Personal information
- Full name: Brandon Junior Theron
- Date of birth: 5 June 1993 (age 32)
- Position(s): Midfielder; winger;

Team information
- Current team: Golden Arrows
- Number: 42

Youth career
- Stars of Africa Academy

Senior career*
- Years: Team / Apps / (Gls)
- 2012–2016: Milano United / 89 / (16)
- 2016–2018: Highlands Park / 38 / (3)
- 2018–2020: Cape Umoya United / 48 / (2)
- 2020–2021: Tshakhuma Tsha Madzivhandila / 17 / (1)
- 2021–2023: Maritzburg United / 40 / (2)
- 2023–: Golden Arrows / 37 / (1)

= Brandon Theron =

South African soccer player

Brandon Theron (born 5 June 1993) is a South African soccer player who plays as a midfielder and winger for Golden Arrows in the Premier Soccer League.

After graduating from the Stars of Africa Academy, Theron played four seasons for Milano United before being bought by Highlands Park in 2016. The club was newly promoted to the first tier, and Theron made his first-tier debut in the 2016-17 South African Premier Division. Highlands Park were relegated again after one season. After Highlands Park, Theron played for Cape Umoya United.

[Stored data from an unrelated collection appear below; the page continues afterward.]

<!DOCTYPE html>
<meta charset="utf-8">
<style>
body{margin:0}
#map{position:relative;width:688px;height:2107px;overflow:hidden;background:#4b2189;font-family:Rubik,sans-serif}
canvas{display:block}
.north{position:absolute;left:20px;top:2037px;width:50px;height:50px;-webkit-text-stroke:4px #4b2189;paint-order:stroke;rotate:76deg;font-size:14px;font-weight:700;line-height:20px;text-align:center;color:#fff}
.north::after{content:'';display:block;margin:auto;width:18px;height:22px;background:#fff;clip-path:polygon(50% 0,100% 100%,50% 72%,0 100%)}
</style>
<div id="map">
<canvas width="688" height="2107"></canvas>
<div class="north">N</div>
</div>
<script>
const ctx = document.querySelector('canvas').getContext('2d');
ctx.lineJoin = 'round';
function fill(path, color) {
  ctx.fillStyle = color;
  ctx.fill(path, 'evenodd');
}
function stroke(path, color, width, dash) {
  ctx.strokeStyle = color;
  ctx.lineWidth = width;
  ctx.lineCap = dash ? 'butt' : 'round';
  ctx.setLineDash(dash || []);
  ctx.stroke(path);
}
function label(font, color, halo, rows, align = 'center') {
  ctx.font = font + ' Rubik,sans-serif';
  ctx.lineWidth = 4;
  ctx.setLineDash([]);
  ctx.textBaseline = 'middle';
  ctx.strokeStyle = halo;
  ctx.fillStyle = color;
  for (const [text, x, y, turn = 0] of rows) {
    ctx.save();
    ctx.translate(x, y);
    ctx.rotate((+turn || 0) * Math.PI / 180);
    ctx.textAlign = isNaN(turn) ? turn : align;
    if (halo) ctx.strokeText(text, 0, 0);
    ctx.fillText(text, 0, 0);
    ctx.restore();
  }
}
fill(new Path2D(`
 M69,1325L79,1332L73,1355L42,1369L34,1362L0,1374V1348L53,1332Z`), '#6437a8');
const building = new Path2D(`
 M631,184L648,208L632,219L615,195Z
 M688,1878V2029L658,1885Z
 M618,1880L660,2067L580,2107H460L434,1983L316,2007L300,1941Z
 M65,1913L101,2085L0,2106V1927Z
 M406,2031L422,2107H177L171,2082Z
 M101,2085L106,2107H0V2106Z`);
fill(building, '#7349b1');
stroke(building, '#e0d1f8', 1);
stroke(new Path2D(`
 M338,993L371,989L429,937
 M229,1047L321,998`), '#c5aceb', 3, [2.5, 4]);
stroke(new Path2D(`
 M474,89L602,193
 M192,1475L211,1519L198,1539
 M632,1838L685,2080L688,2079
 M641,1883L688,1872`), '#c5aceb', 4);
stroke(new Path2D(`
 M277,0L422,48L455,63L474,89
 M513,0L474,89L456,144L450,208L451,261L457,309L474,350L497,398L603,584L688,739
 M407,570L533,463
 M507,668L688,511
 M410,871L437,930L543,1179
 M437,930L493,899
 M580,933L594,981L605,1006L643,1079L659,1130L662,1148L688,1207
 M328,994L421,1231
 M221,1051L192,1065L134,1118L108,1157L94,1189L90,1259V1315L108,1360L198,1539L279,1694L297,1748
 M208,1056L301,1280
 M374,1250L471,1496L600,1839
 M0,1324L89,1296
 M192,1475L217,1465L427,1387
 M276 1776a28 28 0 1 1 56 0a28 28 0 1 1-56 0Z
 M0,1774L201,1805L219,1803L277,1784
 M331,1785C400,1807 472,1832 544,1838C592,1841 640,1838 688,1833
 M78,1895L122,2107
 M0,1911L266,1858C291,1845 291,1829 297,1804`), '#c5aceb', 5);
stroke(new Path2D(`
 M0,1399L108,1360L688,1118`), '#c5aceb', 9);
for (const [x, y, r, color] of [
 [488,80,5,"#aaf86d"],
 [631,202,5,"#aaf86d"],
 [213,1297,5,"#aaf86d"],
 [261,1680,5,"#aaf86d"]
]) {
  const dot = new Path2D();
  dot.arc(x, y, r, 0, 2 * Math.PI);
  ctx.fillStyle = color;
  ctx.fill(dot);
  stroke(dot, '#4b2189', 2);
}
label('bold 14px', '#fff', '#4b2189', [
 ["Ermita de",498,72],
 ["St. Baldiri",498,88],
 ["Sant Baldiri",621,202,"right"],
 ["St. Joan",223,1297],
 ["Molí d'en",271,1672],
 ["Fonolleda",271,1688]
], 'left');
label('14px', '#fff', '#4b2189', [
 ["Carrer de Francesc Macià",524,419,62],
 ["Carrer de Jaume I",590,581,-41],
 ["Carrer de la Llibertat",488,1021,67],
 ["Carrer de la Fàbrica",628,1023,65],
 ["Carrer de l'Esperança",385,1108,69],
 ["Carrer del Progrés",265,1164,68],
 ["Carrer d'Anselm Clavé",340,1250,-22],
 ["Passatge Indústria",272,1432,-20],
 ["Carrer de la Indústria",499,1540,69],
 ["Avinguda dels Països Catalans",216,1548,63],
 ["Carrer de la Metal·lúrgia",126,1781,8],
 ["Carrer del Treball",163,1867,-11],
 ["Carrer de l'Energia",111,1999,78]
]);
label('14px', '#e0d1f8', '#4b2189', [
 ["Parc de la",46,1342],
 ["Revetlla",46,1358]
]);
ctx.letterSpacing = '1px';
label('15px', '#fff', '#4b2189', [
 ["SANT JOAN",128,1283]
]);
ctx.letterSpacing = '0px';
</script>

Theron returned to the top flight with Tshakhuma Tsha Madzivhandila. He won the 2020–21 Nedbank Cup with the team before being signed by Maritzburg United ahead of the 2021-22 season. In 2022, the team found itself at the bottom of the table when the Premier Division took a World Cup break, at which time Theron was injured. After the season ended in relegation, Theron was able to stay in the Premier Division nonetheless, as he was signed by Golden Arrows.